Garip bir telefon araması aldığımda biraz sonra buraya varacağını fark ettim, burdan 20 dakikalık bir uzaklıkta yaşıyordu. Arayanlar eve yeni gelmiş ve endişeli olan Bradley'nin anne ve babasıydı. Bradley'nin nerede olduğunu bilip bilmediğimi sordular, onlara endişelenmemeleri gerektiğini çünkü şu an bizim eve geldiğini söyledim. Telefonun diğer ucundan annenin ölümcül çığlığını duyana kadar bir süre sessizlik oldu. Baba derin bir nefes aldı ve bir daha unutamayacağım bir cümle söyledi:

"Hemen evden çık, Bradley burda...O ölmüş."

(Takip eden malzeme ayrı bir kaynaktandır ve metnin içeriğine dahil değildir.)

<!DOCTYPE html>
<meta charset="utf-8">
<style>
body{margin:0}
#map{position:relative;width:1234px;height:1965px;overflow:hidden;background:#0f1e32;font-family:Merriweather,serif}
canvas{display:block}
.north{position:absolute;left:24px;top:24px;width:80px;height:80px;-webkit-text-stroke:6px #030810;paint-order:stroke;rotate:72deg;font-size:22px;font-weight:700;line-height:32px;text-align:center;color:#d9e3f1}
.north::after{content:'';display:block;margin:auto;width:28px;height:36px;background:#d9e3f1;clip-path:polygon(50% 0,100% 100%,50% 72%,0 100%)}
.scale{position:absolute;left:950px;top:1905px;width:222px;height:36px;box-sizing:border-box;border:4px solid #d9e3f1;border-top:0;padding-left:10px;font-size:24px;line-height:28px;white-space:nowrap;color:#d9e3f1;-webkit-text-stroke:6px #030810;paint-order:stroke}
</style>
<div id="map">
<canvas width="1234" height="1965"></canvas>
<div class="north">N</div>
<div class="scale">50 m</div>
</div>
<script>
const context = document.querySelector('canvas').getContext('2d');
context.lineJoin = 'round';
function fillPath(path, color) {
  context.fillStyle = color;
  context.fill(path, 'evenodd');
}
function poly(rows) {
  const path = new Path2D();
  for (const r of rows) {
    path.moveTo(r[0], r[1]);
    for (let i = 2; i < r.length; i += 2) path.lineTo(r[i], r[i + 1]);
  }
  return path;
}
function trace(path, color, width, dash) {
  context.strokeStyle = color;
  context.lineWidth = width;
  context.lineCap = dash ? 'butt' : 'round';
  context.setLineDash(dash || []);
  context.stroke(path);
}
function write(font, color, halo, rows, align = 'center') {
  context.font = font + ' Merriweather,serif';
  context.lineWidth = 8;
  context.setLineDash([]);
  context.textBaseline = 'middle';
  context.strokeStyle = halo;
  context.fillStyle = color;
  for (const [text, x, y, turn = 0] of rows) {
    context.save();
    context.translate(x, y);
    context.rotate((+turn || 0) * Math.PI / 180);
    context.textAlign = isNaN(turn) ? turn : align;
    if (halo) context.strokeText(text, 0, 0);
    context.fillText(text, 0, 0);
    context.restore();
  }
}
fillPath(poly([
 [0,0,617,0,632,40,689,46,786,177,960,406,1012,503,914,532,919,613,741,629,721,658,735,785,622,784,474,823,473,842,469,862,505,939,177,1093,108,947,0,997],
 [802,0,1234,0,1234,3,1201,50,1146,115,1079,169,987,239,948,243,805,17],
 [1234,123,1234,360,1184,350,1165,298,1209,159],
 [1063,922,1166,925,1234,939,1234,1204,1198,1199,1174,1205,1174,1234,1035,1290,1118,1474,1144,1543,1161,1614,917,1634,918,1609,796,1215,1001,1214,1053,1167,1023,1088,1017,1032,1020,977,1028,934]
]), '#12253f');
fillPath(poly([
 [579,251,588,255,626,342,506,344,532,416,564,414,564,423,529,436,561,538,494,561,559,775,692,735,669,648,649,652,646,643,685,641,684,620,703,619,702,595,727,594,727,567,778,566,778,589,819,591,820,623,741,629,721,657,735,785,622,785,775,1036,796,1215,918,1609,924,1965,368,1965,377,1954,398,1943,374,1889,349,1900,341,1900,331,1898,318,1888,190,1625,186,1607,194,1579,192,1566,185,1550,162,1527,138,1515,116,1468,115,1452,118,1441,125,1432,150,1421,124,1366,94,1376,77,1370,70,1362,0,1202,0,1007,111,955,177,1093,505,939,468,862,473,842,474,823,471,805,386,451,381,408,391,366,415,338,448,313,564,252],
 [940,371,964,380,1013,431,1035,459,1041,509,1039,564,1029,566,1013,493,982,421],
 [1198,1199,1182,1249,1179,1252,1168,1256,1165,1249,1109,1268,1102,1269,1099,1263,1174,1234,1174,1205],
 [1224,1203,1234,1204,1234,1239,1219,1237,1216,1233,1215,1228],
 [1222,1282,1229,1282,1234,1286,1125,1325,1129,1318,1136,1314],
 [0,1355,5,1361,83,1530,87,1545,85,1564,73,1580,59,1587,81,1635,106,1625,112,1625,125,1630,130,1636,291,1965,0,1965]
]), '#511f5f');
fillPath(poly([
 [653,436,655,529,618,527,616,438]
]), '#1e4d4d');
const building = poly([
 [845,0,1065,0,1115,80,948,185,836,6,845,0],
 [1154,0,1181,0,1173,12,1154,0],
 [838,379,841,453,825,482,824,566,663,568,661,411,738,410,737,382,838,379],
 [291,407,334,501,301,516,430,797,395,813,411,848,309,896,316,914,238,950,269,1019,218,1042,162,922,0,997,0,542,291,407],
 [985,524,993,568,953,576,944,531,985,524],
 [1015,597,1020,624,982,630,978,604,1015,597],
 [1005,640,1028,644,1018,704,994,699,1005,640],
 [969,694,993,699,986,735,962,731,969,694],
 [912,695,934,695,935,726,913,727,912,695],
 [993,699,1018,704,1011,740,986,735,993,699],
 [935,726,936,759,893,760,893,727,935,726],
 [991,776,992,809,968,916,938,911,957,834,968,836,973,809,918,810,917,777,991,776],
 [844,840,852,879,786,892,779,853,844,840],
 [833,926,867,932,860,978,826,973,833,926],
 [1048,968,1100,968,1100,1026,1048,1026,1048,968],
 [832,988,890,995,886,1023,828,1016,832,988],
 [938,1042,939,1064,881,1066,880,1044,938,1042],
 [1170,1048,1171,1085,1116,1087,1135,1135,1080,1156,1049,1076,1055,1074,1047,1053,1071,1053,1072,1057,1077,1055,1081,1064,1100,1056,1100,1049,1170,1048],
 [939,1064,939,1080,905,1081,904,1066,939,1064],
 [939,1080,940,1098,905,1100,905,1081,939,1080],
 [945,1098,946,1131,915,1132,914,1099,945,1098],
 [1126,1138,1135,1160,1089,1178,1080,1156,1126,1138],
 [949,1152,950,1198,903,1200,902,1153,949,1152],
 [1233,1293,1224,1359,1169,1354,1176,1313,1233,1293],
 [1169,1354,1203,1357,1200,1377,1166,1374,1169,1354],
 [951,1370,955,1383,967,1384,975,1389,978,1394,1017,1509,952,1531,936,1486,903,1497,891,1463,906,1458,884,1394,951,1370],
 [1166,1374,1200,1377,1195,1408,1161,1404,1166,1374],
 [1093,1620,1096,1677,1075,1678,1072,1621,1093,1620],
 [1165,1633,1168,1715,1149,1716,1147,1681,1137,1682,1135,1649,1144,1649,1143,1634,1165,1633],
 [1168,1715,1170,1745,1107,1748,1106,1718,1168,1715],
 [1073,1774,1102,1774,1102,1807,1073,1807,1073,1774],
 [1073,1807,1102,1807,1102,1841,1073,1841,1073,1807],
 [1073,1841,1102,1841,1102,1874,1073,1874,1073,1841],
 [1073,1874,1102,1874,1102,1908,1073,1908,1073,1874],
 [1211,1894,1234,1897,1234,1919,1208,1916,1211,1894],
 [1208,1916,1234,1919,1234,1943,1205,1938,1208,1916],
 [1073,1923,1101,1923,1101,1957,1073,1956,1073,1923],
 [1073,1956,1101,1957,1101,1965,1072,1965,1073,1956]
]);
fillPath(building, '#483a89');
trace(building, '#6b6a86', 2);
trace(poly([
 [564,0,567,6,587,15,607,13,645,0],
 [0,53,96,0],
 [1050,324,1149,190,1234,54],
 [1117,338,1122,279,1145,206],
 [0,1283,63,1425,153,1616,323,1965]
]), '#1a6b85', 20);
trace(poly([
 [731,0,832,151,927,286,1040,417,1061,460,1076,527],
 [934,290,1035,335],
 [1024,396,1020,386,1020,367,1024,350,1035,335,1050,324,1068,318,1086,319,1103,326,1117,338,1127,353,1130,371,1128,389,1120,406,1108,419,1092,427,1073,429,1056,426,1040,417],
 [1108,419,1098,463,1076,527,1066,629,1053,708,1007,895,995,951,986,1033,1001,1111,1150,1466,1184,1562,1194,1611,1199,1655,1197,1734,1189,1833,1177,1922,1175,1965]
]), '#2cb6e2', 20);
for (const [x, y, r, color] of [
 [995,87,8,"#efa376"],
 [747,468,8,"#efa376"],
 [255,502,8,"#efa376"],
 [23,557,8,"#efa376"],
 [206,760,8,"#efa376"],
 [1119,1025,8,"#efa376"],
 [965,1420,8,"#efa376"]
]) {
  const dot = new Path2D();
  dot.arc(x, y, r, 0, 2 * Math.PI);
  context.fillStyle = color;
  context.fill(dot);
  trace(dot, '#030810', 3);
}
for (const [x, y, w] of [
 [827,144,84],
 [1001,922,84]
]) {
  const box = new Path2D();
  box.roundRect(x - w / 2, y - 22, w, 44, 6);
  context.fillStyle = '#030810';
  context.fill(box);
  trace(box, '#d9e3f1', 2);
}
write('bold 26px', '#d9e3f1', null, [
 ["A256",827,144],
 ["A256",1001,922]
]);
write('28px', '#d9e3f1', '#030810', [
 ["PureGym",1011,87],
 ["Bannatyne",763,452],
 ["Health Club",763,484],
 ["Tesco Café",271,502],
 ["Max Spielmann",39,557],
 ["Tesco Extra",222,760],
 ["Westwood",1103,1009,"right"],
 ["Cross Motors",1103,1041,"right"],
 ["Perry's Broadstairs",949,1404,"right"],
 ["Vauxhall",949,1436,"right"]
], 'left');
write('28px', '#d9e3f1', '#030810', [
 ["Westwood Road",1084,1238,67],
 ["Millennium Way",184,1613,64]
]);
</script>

Bradley'nin cesedini dolapta bir ceket gibi asılı bulmuşlar.Telefonu şok içinde kapadım. Arka kapı gıcırdayarak açılırken, neden bana evde yalnız olup olmadığımı sorduğunu anladım.

İçgüdüsel olarak aklıma gelen ilk şeyi yaptım ve hemen yatağımın altına saklandım. Ayak seslerinin yaklaştığını duydum, yavaşça. Gözlerimi açmaya cesaret edemedim. Ama korku içinde parmakların arasından baktığımda beyaz,çıplak ve solgun ayakların odama adım attığını gördüm. Bu ayakların sahibi olan insanı görmeyi hiç istemezdim.

Ayaklar yavaşça yaklaştıkça keskin bir rutubet kokusu geliyordu; kalbimin atışını ağzımda hissediyordum.Nefesimi tuttum. Daha fazla korkmamın mümkün olmadığını düşünürken, telefonum mesaj aldığımı belirtmek için gürültülü bir şekilde "Bip." sesi çıkardı. Mesaj Bradley'nin telefonundan gelmişti, ayaklar aniden durduğunda mesaja baktım "Nerdesin?"

Ç.N:
Selam gençler :3 Bu tatilde yapacağım 2 çeviriden 1.'sini yapmış bulunmaktayım.